**Exercise prompt:** All of the data is to be written out again exactly, without the pictures.

**Available data:**
_ _ _ _
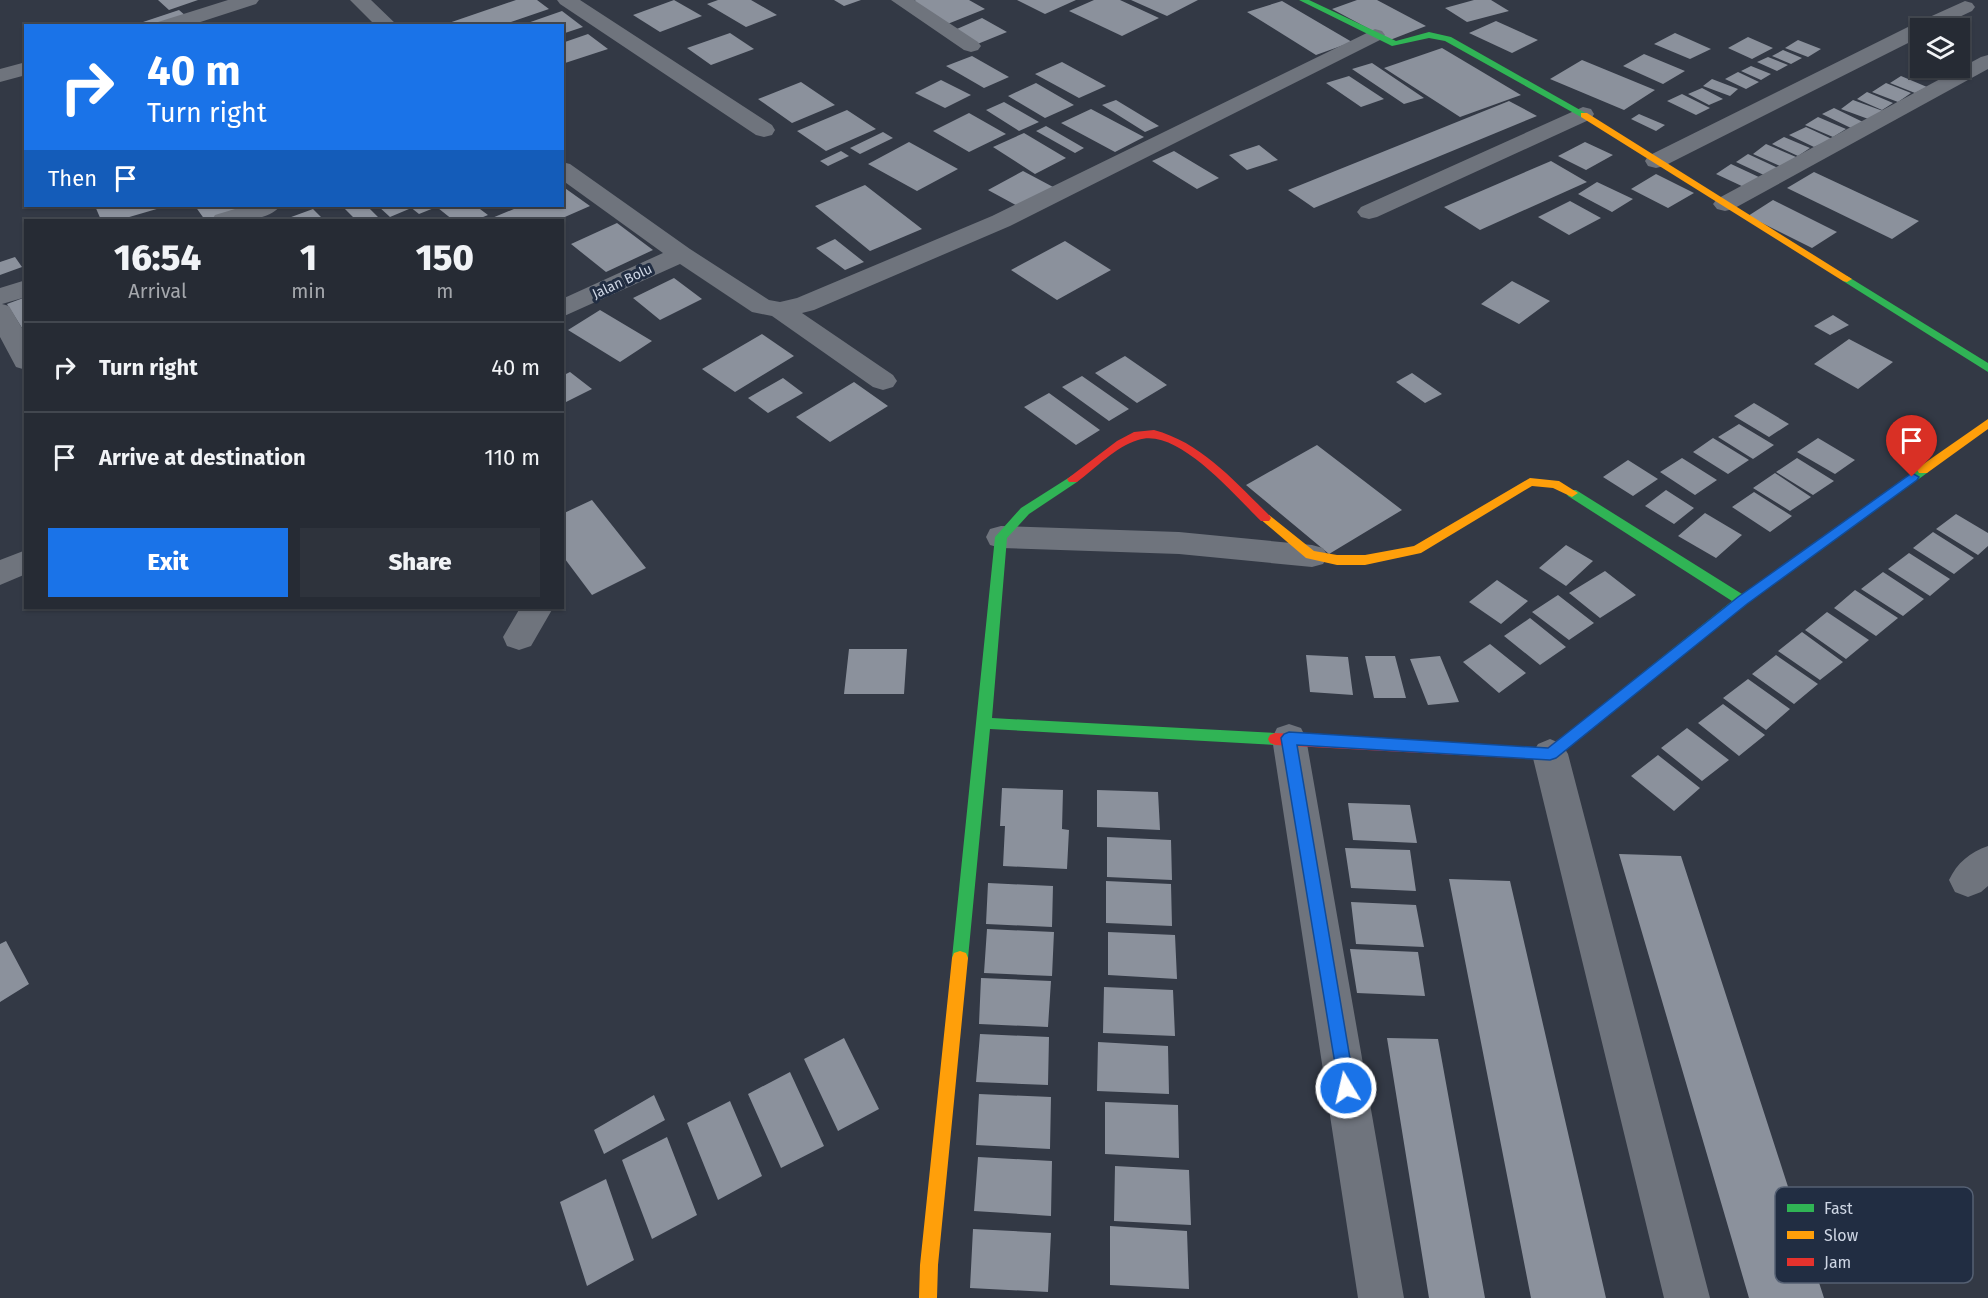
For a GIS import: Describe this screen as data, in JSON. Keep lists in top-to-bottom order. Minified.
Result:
{"streets":{"street":["Jalan Bolu"]},"legend":["Fast","Slow","Jam"],"page":{"turn":["40 m","Turn right"],"then":"Then","eta":["16:54","Arrival","1","min","150","m"],"list":[{"name":"Turn right","value":"40 m"},{"name":"Arrive at destination","value":"110 m"}],"buttons":["Exit","Share"]}}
_ _ _ _
**Answer area:**
For a GIS import: Describe this screen as data, in JSON. Keep lists in top-to-bottom order. Minified.
Result:
{"streets":{"street":["Jalan Bolu"]},"legend":["Fast","Slow","Jam"],"page":{"turn":["40 m","Turn right"],"then":"Then","eta":["16:54","Arrival","1","min","150","m"],"list":[{"name":"Turn right","value":"40 m"},{"name":"Arrive at destination","value":"110 m"}],"buttons":["Exit","Share"]}}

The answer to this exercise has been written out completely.